大都市とだけあって、町は喧騒に包まれている。

大通りでは新鮮な野菜や果物、魚や肉を売る出店で賑わっている。

皆が楽しそうな雰囲気に包まれているのを見ていると、自分がえらく場違いな奴だと感じる。

いたたまれなくなり、どこか人気のない裏路地を探し歩くと喧騒がだんだんと薄れていった。さらに歩くと、大都市には似つかわしくない、どこか時代に取り残された雰囲気の噴水を見つけた。少しばかり休憩でもと、その縁に座って物思いにふける。

自分はいったい何のために生まれたのか、この体は何のためにあるのか。

考えたところで答えなどではしない。もうどのくらい長い間この答えを探してきたのだろうか。しかし、考えることをやめることはできなかった。それほど自分が周りとは乖離した存在であることはこの長い年月でいやというほど身に染みている。


少し気分が落ち込んでしまった。あまり暗いことを長く考えるものではないのかもしれない。この先何年生きるかわからないのだ。今ぐらいは楽しく過ごしていたい。

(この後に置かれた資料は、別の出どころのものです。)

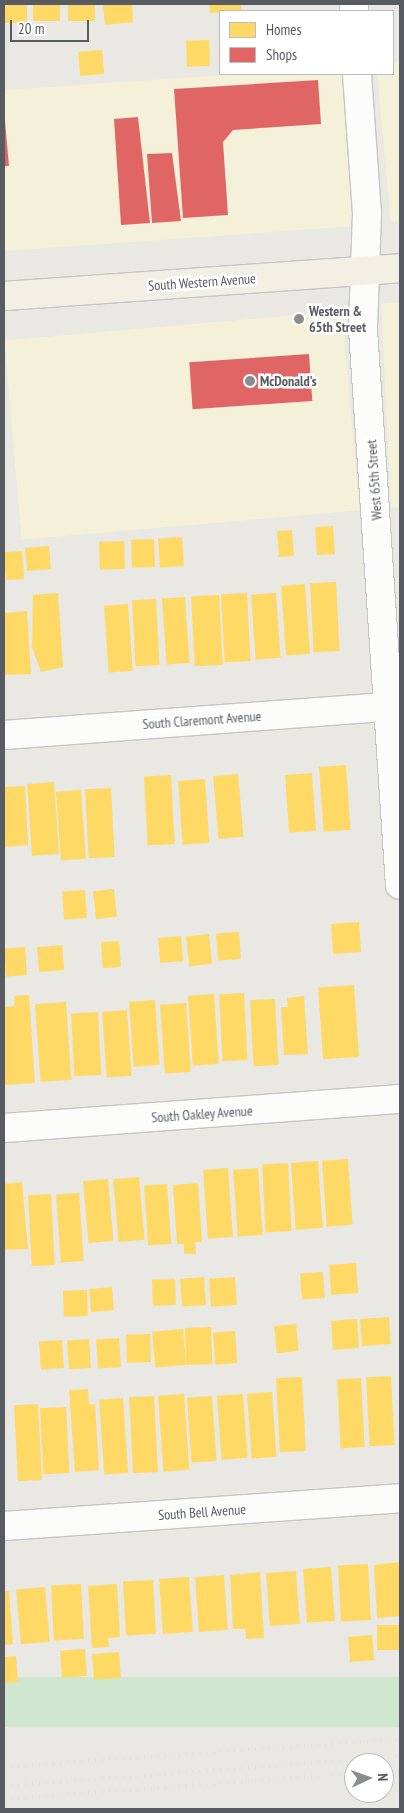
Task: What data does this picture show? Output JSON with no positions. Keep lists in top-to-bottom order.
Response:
{
  "streets": {
    "main road": ["South Western Avenue"],
    "street": [
      "West 65th Street",
      "South Claremont Avenue",
      "South Oakley Avenue",
      "South Bell Avenue"
    ]
  },
  "crossings": [
    ["South Western Avenue", "West 65th Street"],
    ["West 65th Street", "South Claremont Avenue"]
  ],
  "places": ["Western & 65th Street", "McDonald's"],
  "legend": ["Homes", "Shops"],
  "scale_bar": "20 m",
  "north": "right"
}
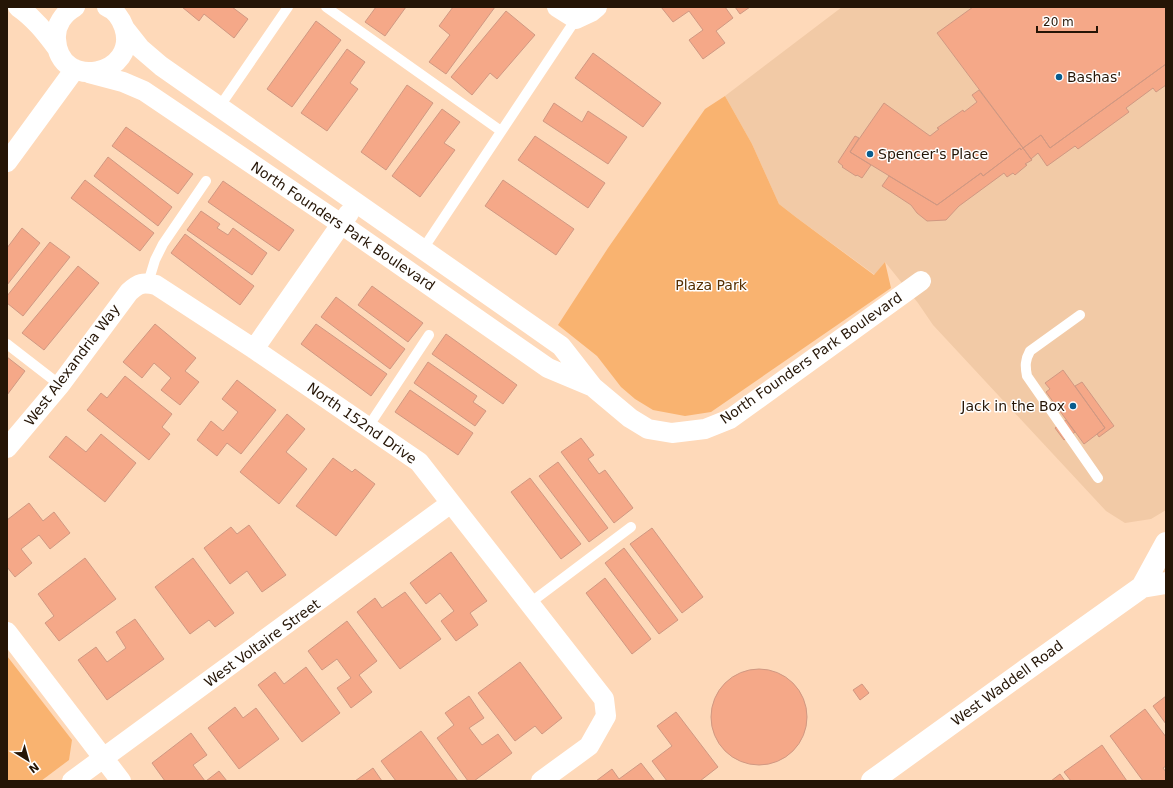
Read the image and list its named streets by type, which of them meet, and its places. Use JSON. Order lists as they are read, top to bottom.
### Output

そうして、腰を上げて背伸びをする。辺りを見渡すと奥に道が続いていた。

先を見るにどうにも大都市とは思えない不思議な雰囲気だった。

興味がわいた。この先にはいったい何があるのだろうか。

奥のほうへと進んでいくと、先ほどまでの風化していた石壁がどんどんとツタに包まれていき、しまいには石の部分が見えなくなっていた。そして何やら怪しげな雰囲気の地下への入口らしきものを見つけた。あたりを見渡して誰もいないのを確認して中に入る。


中に入ると急に肌寒く感じた。この独特の雰囲気のせいなのか。

どうやらここは地下牢らしい。しかしもう使われていないみたいだ。鉄格子はさび、辺りはカビや苔が生えている。

探検でも楽しむつもりでどんどんと奥へ進んでいく。さすがに大都市というだけあってか、古い施設でも規模が大きい。しかし使われていないと思うと、どうにももったいないと感じる。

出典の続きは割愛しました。